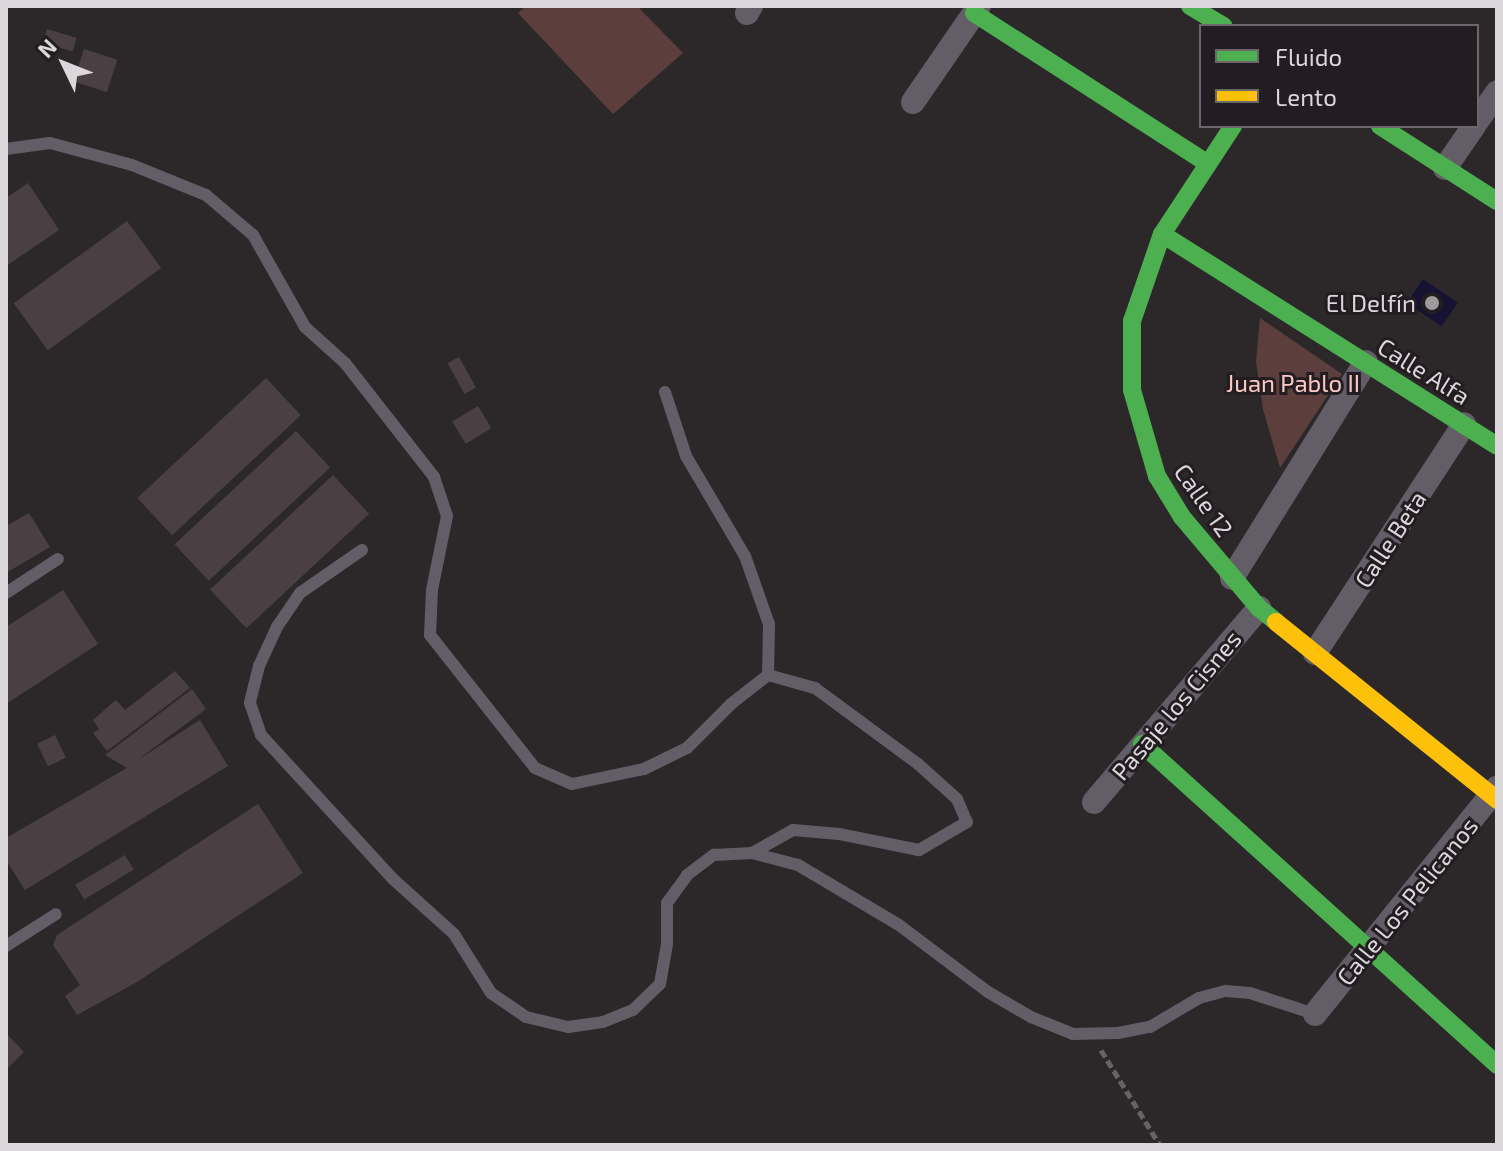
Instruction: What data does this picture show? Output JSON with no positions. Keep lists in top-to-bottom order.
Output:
{
  "streets": {
    "street": [
      "Calle Alfa",
      "Calle 12",
      "Calle Beta",
      "Pasaje los Cisnes",
      "Calle Los Pelicanos"
    ]
  },
  "crossings": [
    ["Calle Alfa", "Calle 12"],
    ["Calle Alfa", "Calle Beta"],
    ["Calle 12", "Calle Beta"],
    ["Calle 12", "Pasaje los Cisnes"],
    ["Calle 12", "Calle Los Pelicanos"]
  ],
  "parks": ["Juan Pablo II"],
  "places": ["El Delfín"],
  "legend": ["Fluido", "Lento"],
  "north": "top left"
}
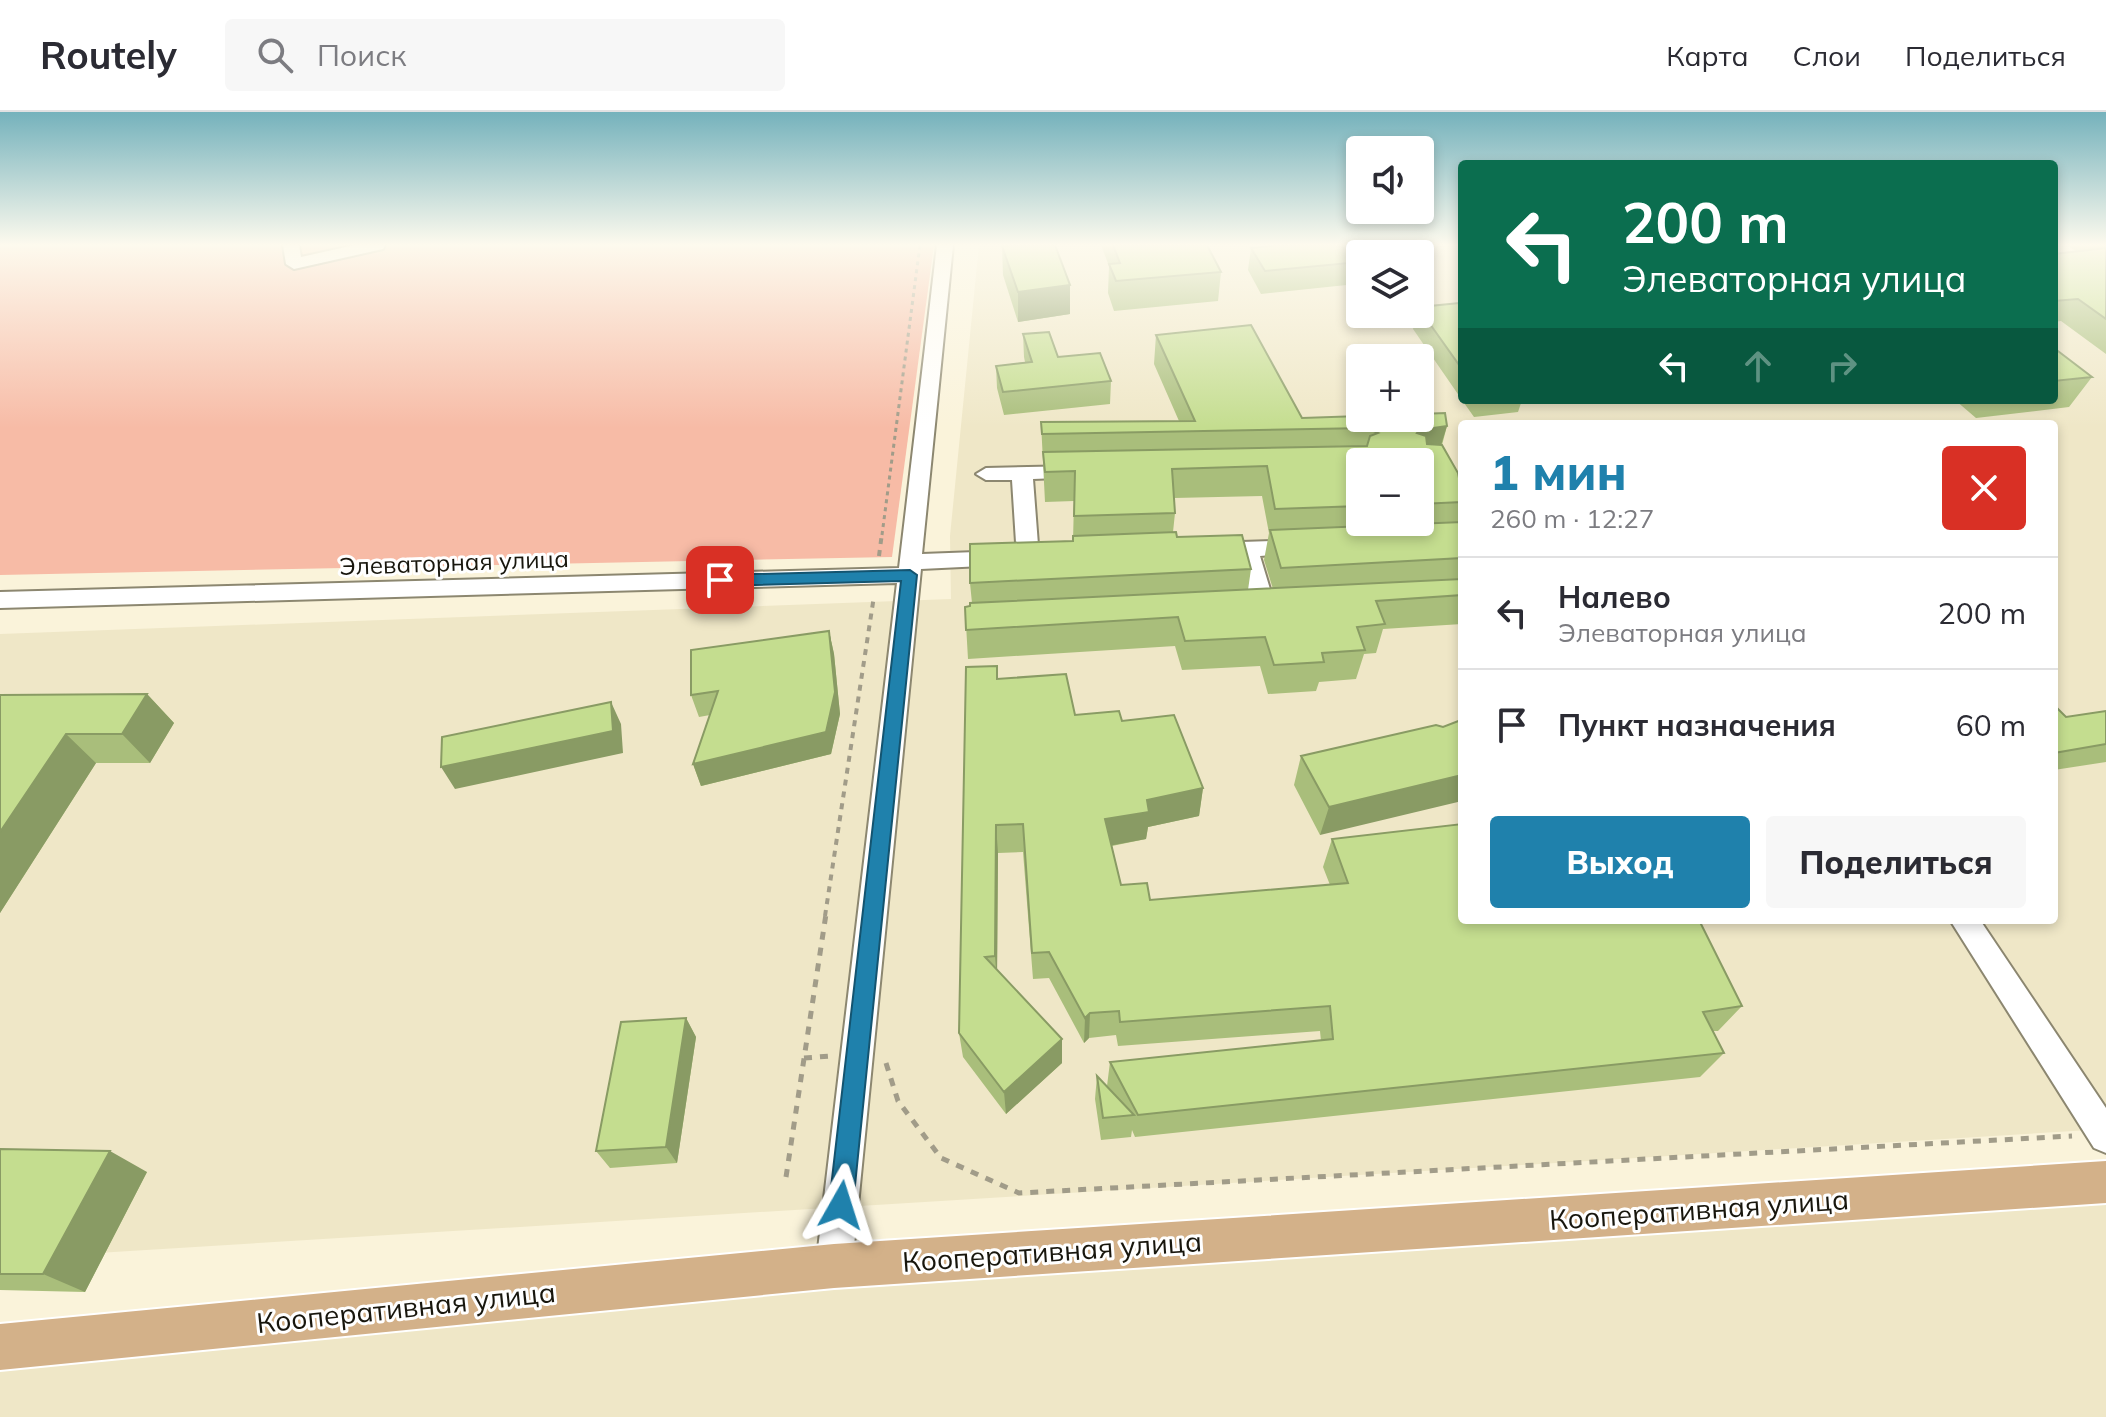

● ● ● ●

> [WHAT IS NEEDED] Repeat all of the material above exactly, leaving out pictures.

> [THE ANSWER]
Instruction: What data does this picture show? Output JSON with no positions. Keep lists in top-to-bottom order.
Output:
{
  "streets": {
    "street": [
      "Calle Alfa",
      "Calle 12",
      "Calle Beta",
      "Pasaje los Cisnes",
      "Calle Los Pelicanos"
    ]
  },
  "crossings": [
    ["Calle Alfa", "Calle 12"],
    ["Calle Alfa", "Calle Beta"],
    ["Calle 12", "Calle Beta"],
    ["Calle 12", "Pasaje los Cisnes"],
    ["Calle 12", "Calle Los Pelicanos"]
  ],
  "parks": ["Juan Pablo II"],
  "places": ["El Delfín"],
  "legend": ["Fluido", "Lento"],
  "north": "top left"
}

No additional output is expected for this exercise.